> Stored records
>>>>>
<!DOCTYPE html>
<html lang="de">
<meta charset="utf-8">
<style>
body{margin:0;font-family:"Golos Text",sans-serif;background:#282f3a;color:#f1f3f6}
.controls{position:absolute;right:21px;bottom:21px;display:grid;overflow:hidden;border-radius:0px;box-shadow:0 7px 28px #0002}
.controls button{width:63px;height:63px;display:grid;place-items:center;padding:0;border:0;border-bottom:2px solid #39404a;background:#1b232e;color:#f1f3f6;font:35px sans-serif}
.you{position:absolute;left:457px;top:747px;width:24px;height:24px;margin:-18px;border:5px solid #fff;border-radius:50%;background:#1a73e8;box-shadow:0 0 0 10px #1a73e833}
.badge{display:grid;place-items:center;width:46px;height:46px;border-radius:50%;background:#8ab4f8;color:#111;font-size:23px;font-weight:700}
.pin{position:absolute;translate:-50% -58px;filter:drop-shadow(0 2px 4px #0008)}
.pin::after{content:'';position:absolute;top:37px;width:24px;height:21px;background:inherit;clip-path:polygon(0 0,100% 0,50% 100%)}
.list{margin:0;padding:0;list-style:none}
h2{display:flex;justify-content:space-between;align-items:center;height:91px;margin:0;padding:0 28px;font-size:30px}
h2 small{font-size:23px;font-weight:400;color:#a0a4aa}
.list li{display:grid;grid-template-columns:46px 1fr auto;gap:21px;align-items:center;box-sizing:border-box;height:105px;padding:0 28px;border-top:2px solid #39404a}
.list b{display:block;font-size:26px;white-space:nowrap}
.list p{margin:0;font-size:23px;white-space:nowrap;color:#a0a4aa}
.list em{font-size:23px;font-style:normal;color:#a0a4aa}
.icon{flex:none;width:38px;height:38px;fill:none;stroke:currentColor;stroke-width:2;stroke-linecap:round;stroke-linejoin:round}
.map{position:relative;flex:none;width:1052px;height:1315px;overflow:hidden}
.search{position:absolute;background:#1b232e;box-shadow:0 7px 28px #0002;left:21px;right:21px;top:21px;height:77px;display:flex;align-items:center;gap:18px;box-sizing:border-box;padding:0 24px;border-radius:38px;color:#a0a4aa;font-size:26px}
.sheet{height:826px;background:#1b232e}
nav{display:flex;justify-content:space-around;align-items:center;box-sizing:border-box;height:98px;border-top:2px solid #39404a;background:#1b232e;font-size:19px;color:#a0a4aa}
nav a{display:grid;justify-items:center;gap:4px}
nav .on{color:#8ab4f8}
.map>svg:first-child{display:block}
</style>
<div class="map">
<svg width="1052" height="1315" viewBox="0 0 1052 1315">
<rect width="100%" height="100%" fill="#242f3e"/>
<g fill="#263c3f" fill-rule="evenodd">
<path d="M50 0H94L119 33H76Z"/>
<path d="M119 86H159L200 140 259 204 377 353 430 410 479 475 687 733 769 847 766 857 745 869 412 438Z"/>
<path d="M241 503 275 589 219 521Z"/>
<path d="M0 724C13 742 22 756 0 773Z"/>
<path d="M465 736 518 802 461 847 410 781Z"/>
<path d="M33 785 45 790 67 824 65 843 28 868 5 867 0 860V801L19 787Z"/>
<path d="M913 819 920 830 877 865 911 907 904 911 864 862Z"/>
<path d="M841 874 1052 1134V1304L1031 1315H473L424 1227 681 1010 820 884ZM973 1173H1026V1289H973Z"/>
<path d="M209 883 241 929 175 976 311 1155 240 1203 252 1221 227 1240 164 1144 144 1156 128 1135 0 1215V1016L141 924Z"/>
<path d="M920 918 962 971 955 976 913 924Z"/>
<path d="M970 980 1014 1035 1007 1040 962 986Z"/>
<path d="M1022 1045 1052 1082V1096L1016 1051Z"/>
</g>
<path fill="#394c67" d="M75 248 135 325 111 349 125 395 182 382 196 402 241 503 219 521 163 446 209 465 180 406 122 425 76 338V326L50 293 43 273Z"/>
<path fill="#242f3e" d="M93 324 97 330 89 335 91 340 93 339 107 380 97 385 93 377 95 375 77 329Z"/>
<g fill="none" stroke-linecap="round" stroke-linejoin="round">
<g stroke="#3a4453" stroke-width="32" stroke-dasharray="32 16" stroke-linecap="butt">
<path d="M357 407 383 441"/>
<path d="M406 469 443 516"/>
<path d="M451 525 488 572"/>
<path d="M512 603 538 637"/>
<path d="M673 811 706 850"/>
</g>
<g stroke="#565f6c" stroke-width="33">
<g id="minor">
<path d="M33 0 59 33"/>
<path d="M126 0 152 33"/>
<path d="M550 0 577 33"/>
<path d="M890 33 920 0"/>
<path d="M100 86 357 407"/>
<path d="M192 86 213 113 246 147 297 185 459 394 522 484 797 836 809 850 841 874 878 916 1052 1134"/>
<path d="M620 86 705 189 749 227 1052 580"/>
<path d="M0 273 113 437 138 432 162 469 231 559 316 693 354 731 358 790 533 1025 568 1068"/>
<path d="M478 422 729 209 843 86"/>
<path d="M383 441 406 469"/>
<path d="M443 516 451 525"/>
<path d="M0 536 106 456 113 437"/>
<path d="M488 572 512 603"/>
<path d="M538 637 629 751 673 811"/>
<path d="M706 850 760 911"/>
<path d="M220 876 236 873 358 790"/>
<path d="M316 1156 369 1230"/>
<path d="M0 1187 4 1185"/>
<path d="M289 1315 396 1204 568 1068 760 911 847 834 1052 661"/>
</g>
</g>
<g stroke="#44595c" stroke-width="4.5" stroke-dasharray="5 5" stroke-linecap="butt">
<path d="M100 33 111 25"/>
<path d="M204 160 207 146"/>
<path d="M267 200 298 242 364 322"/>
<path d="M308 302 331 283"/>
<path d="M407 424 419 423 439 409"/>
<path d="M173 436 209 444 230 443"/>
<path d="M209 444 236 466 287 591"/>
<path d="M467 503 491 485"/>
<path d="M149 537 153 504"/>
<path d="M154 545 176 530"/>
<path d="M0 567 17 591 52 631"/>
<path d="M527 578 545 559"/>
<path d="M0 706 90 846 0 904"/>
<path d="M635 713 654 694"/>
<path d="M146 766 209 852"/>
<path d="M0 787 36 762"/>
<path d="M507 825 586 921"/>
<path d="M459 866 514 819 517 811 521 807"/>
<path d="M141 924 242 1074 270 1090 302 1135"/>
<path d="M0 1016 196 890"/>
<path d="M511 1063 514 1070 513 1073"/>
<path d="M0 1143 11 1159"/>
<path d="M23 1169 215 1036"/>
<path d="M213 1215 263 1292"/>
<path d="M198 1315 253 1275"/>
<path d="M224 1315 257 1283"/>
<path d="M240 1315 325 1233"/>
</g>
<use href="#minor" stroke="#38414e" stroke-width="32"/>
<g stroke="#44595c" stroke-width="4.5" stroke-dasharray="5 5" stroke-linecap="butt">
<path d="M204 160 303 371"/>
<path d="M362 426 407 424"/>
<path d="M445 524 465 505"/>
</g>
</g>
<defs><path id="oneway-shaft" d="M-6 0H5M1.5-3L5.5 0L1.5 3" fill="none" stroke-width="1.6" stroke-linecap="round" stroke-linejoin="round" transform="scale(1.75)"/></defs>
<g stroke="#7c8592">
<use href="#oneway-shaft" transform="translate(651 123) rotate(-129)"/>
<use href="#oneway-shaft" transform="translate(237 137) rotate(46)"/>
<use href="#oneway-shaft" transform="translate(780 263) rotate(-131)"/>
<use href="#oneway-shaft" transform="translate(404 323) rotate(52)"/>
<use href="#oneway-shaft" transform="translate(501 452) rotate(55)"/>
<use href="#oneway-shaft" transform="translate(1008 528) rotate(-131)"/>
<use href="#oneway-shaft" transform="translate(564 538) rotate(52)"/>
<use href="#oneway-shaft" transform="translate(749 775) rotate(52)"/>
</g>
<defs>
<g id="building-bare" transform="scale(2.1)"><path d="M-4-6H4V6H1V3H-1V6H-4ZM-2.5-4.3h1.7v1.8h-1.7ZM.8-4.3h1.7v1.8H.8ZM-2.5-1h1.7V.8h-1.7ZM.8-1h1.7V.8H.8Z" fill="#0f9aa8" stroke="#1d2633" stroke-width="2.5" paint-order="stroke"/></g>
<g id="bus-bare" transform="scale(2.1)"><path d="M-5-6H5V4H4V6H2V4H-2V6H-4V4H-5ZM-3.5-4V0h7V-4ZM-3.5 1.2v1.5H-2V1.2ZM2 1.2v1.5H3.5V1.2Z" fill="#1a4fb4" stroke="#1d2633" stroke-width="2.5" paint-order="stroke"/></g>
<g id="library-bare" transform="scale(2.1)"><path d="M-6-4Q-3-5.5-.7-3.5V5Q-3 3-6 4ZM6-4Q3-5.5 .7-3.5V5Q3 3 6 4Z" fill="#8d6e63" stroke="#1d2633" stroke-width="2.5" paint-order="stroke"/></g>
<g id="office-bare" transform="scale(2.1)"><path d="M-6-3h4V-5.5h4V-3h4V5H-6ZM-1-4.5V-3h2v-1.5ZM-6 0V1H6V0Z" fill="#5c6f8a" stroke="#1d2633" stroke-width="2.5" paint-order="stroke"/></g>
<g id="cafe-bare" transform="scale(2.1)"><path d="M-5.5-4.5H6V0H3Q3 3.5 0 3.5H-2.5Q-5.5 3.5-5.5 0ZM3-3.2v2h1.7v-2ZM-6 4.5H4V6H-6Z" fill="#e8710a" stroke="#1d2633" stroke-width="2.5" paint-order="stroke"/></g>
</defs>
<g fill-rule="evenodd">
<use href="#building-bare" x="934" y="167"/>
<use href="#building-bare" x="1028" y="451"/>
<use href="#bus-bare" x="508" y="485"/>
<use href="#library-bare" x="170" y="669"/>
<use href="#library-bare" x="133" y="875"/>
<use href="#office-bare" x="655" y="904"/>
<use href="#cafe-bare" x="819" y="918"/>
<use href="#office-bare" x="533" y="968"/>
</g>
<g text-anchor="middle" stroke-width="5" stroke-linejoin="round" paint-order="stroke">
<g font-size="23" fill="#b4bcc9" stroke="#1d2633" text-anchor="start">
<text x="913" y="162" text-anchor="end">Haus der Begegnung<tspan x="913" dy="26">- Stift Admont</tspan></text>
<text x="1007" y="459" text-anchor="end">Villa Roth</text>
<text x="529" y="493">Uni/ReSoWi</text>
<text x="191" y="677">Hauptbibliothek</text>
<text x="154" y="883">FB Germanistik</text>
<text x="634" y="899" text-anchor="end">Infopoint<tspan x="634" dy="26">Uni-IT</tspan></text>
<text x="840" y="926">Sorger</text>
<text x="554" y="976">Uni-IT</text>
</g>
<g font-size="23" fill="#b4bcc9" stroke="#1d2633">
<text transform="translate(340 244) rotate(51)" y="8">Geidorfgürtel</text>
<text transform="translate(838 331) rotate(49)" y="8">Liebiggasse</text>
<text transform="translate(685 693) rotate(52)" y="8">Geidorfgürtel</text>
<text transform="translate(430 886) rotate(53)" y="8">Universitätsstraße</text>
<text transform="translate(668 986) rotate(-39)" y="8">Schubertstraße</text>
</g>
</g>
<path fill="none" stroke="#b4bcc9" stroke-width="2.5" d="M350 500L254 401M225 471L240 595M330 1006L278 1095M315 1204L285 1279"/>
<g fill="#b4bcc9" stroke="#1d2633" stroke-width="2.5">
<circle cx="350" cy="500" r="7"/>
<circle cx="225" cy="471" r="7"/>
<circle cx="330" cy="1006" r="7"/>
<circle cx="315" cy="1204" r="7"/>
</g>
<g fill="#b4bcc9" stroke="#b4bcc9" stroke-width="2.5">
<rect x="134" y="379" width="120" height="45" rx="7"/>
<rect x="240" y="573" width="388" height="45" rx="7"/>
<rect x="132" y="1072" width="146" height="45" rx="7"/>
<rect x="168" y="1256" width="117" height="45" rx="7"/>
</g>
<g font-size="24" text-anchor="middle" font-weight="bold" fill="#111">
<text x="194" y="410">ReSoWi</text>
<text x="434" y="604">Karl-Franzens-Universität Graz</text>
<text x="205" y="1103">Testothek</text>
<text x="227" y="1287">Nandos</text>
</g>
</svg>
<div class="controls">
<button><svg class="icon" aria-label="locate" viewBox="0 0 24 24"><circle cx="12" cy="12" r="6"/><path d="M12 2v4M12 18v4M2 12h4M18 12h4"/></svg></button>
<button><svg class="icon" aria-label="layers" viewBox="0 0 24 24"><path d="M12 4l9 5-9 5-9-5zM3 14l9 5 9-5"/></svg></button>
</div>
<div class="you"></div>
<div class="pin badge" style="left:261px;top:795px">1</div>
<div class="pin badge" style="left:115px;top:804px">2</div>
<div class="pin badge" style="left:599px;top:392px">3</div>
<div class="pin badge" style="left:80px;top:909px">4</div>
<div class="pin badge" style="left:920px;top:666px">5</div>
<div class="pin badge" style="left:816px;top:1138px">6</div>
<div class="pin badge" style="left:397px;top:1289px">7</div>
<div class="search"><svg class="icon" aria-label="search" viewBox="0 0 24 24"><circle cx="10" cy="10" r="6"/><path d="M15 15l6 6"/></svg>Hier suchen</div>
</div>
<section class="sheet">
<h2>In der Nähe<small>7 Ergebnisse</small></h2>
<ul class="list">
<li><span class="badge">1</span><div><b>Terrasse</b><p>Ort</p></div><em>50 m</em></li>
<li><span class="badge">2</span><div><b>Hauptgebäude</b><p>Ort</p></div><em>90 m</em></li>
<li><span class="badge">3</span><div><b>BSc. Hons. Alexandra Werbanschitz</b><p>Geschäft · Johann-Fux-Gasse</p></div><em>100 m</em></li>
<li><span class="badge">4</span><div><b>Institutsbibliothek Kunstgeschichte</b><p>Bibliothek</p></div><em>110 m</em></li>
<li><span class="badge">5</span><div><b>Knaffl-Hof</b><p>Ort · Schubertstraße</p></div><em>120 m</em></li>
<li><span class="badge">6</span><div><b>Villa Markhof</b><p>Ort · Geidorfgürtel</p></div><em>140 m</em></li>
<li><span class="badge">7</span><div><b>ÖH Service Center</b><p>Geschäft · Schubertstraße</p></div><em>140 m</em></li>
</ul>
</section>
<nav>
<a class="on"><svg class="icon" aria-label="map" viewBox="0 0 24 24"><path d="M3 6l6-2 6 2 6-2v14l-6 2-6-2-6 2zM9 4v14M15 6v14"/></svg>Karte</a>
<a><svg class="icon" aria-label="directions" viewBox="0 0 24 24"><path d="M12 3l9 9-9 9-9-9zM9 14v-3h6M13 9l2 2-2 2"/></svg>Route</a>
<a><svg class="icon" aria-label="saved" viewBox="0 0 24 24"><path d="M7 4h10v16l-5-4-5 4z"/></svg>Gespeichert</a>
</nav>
<<<<<
> What you have to do
The answer should consist solely of the lines from the first line above through the one with "-58px;filter:drop-shadow(0 2px 4px", both included, repeated exactly.

> Result of this task
<!DOCTYPE html>
<html lang="de">
<meta charset="utf-8">
<style>
body{margin:0;font-family:"Golos Text",sans-serif;background:#282f3a;color:#f1f3f6}
.controls{position:absolute;right:21px;bottom:21px;display:grid;overflow:hidden;border-radius:0px;box-shadow:0 7px 28px #0002}
.controls button{width:63px;height:63px;display:grid;place-items:center;padding:0;border:0;border-bottom:2px solid #39404a;background:#1b232e;color:#f1f3f6;font:35px sans-serif}
.you{position:absolute;left:457px;top:747px;width:24px;height:24px;margin:-18px;border:5px solid #fff;border-radius:50%;background:#1a73e8;box-shadow:0 0 0 10px #1a73e833}
.badge{display:grid;place-items:center;width:46px;height:46px;border-radius:50%;background:#8ab4f8;color:#111;font-size:23px;font-weight:700}
.pin{position:absolute;translate:-50% -58px;filter:drop-shadow(0 2px 4px #0008)}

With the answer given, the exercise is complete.